Ao FBI, Tim Donaghy confessou, não só os seus próprios pecados, como também denunciou a própria NBA, alegando que esta tende a favorecer equipas de mercados maiores, procurando tirar o máximo partido da participação destas nos 'playoffs'.
"A NBA faz de tudo para estender as séries e ajudar as equipas de grandes mercados a avançar. 'Playoffs' mais longos com essas equipas escolhidas significam mais dinheiro para a NBA", afirmou Donaghy.
A NBA negou estas acusações, classificando-as de absurdas e que apenas serviram para Donaghy tentar reduzir o tempo da sua pena. O na altura comissário David Stern e outros árbitros argumentaram que Tim Donaghy não tem qualquer tipo de credibilidade, e que não é pessoa de confiança
"Não falei sobre isso há dez anos atrás e não vou falar agora" … "Recuso-me a falar sobre o assunto" … Ninguém quer falar sobre assunto. Ou mesmo dar-lhe qualquer tipo de destaque. É desprezível" … "Acho que já se escreveu o suficiente sobre Tim Donaghy", foram alguns dos comentários de alguns antigos colegas do árbitro.

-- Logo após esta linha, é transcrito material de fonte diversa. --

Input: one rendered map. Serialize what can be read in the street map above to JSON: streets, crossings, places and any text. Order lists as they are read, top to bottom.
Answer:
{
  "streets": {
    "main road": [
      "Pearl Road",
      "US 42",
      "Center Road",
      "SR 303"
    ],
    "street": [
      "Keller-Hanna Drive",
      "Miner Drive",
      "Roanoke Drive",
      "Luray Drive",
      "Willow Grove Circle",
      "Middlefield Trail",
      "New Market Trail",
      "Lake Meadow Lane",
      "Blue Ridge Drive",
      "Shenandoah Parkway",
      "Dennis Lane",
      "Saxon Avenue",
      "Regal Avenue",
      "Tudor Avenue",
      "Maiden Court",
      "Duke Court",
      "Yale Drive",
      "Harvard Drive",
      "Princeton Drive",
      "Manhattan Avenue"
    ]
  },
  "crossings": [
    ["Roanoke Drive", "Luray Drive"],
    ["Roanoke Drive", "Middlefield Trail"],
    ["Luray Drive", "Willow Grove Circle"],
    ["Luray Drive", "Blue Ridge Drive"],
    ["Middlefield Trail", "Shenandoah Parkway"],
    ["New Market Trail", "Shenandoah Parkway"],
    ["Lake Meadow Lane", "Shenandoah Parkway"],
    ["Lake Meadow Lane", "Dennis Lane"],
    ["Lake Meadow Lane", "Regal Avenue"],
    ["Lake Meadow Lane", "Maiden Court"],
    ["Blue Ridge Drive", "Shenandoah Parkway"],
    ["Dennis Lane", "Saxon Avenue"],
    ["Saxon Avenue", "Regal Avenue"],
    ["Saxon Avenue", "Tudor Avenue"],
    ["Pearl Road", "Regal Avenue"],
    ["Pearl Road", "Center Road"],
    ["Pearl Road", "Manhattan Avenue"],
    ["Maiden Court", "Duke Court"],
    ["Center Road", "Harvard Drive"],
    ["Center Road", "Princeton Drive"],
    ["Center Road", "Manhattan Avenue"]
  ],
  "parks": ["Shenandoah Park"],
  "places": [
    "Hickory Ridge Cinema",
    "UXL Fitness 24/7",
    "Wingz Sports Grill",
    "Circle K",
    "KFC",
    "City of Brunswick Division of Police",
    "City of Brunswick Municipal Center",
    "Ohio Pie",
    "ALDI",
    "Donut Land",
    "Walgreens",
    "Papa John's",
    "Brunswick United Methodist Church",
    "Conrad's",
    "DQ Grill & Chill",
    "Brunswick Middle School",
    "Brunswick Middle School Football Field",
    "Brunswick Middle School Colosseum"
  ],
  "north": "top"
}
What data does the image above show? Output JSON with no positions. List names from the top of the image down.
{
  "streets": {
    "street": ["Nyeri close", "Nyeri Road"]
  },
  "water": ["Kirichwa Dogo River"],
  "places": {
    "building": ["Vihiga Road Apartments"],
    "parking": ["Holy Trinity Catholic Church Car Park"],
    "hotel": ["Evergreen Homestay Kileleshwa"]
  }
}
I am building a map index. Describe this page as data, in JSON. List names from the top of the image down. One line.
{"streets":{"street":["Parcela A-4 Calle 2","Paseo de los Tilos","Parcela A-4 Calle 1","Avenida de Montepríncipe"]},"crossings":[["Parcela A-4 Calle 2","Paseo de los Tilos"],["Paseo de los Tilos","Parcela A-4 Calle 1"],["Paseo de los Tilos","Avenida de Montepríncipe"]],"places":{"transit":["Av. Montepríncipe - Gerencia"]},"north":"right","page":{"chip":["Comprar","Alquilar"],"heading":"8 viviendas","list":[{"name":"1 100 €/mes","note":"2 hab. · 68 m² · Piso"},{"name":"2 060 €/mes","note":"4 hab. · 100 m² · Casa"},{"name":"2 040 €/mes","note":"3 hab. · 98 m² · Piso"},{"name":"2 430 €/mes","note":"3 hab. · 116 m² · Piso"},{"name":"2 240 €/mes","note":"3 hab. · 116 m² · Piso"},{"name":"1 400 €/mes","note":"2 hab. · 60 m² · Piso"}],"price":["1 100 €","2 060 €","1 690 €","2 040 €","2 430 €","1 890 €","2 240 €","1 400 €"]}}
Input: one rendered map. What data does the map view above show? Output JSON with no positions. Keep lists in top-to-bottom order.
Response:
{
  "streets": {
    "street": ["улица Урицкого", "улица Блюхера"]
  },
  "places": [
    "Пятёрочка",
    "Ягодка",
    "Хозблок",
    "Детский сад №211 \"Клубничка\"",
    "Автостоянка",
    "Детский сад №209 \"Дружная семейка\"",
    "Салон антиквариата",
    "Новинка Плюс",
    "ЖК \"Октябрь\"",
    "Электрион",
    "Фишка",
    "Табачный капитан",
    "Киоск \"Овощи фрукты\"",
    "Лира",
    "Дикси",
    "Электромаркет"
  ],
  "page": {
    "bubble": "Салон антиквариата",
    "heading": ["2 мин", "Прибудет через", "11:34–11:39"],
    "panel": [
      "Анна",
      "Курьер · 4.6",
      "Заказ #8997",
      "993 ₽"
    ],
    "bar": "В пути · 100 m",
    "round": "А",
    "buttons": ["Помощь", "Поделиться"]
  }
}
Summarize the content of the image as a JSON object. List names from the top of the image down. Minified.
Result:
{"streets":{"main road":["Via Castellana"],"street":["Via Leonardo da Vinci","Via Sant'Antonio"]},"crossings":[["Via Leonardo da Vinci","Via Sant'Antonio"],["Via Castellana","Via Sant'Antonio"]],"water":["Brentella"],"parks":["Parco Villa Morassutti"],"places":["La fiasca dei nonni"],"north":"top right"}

Ironicamente, Donaghy afirma que este escândalo acabou por melhorar a arbitragem da NBA, isto porque obrigou a liga a fazer várias mudanças por forma a evitar que os árbitros se deixassem influenciar pelos seus preconceitos durante os jogos.
Tim Donaghy saiu em liberdade em 2009, segundo o próprio, nunca mais assistiu a um jogo de basquetebol, e sublinha que também nunca mais irá arbitrar.